▶ [Your instructions]: From the entries below, count the lines with "position". Write only the count.

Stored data
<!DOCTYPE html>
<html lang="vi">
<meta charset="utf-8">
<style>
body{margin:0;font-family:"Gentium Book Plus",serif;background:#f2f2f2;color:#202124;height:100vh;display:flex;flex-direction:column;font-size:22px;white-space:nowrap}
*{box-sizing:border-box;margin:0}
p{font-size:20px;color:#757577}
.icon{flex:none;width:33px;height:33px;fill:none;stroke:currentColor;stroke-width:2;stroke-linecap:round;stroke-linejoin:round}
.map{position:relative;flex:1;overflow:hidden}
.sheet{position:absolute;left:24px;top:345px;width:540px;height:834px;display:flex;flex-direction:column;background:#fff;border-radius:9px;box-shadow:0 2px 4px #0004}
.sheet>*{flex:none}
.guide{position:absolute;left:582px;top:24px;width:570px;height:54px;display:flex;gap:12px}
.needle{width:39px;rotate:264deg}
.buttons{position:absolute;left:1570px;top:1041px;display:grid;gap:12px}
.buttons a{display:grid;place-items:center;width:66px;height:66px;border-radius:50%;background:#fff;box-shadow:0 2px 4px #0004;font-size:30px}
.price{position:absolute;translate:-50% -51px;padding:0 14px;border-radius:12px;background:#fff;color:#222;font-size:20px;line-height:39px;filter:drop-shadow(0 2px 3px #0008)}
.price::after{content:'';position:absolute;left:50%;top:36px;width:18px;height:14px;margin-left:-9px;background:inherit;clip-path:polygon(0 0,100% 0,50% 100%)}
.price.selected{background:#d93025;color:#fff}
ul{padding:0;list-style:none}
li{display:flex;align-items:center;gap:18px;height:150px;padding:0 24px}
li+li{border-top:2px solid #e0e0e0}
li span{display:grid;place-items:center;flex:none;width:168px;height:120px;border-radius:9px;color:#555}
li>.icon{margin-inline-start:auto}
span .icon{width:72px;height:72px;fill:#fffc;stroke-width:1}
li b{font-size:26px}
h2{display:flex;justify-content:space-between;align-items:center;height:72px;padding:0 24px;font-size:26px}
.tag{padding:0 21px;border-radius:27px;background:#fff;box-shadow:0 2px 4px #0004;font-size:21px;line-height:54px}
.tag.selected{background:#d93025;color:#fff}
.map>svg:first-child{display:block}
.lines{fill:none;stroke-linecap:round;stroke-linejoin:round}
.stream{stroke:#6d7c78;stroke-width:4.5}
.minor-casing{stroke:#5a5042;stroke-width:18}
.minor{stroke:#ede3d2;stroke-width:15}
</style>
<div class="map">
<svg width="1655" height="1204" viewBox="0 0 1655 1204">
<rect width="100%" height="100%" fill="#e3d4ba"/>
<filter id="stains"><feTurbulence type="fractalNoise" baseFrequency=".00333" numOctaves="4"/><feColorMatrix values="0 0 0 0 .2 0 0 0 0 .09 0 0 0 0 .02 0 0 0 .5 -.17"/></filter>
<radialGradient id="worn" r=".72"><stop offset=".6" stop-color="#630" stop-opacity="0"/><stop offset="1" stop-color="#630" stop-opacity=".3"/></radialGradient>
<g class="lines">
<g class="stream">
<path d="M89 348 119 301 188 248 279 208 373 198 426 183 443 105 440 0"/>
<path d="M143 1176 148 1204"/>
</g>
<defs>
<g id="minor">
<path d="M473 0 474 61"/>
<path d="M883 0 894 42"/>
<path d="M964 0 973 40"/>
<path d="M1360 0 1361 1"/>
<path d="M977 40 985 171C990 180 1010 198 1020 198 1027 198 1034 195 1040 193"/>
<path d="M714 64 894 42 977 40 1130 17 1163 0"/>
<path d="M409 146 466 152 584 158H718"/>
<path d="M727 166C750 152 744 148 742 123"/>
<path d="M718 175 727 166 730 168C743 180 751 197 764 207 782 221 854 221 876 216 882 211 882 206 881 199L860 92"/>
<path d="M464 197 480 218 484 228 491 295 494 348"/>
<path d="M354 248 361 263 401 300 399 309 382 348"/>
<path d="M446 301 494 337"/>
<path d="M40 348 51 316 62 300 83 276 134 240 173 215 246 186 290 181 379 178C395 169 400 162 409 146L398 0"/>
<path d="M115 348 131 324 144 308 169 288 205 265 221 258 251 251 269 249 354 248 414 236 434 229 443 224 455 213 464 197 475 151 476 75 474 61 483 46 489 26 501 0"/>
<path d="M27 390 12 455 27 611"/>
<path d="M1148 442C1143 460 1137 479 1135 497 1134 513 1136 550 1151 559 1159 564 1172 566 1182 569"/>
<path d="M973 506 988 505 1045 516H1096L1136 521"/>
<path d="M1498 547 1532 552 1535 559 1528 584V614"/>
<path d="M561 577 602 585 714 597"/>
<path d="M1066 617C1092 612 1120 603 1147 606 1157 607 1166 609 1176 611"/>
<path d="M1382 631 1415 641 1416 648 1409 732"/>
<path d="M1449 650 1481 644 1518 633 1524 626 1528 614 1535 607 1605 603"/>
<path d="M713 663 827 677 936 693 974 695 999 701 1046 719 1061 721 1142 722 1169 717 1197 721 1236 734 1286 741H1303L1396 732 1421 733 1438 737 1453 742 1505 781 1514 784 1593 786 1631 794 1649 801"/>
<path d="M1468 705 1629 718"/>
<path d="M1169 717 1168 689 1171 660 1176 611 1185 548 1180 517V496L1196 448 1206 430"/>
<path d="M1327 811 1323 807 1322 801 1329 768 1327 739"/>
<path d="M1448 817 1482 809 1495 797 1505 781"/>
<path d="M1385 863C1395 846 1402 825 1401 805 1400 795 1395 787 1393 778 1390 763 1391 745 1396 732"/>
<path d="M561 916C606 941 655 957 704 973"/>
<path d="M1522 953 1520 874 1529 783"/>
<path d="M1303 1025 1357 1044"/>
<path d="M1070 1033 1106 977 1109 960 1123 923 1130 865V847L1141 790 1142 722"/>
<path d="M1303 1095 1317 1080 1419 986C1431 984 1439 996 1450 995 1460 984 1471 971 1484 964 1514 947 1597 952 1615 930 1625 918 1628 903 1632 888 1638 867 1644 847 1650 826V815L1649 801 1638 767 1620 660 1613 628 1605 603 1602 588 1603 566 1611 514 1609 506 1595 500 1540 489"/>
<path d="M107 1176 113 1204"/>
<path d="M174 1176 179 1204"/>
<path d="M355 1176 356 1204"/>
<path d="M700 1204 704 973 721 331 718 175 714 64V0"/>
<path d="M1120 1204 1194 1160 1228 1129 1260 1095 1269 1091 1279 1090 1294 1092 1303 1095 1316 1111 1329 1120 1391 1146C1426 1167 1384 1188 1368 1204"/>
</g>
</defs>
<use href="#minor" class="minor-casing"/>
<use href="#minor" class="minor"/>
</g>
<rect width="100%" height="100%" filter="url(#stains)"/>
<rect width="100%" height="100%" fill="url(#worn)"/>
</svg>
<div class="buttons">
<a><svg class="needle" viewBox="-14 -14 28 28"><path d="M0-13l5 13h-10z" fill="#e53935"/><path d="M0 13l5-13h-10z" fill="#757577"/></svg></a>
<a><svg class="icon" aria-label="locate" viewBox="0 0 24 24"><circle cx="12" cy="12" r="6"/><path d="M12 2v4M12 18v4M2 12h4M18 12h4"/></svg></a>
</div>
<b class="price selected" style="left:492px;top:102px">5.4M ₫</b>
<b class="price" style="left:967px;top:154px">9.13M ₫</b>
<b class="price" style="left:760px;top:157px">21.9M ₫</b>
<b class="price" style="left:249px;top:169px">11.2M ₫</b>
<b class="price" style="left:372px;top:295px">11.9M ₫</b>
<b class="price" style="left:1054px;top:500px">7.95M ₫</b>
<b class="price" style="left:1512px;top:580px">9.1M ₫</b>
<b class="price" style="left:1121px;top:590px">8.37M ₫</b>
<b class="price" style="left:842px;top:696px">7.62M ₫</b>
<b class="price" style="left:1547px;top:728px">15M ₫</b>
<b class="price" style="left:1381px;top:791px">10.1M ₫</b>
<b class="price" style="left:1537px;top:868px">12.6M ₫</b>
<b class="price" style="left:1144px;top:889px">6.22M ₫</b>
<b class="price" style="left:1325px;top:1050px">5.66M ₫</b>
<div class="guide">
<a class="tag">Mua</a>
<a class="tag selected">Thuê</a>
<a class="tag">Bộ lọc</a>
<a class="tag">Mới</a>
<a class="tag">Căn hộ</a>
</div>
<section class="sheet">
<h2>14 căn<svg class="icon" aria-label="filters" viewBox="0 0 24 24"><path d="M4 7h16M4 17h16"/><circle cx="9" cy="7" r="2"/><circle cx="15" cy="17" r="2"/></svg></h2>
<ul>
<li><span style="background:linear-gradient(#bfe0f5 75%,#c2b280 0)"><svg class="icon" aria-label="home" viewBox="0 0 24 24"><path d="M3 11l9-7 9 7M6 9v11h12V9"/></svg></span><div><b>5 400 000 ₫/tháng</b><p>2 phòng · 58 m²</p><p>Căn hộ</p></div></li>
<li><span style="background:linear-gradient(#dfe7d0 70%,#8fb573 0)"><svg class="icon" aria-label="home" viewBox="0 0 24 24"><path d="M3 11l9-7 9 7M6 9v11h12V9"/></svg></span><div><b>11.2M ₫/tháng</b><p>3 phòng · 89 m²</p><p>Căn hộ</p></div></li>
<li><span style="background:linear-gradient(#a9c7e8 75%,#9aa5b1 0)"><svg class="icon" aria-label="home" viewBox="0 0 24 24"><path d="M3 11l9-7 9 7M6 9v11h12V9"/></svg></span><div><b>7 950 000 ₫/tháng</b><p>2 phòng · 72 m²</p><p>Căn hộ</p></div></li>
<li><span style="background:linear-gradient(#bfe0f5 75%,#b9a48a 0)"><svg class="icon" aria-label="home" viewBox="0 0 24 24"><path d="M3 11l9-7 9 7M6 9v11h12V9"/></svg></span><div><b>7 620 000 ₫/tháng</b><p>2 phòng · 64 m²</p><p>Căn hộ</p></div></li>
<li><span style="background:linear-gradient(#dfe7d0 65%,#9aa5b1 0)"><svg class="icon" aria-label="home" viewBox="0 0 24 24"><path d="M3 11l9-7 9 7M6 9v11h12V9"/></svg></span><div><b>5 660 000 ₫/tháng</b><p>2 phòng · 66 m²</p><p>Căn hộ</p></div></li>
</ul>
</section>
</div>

▶ [Answer]: 6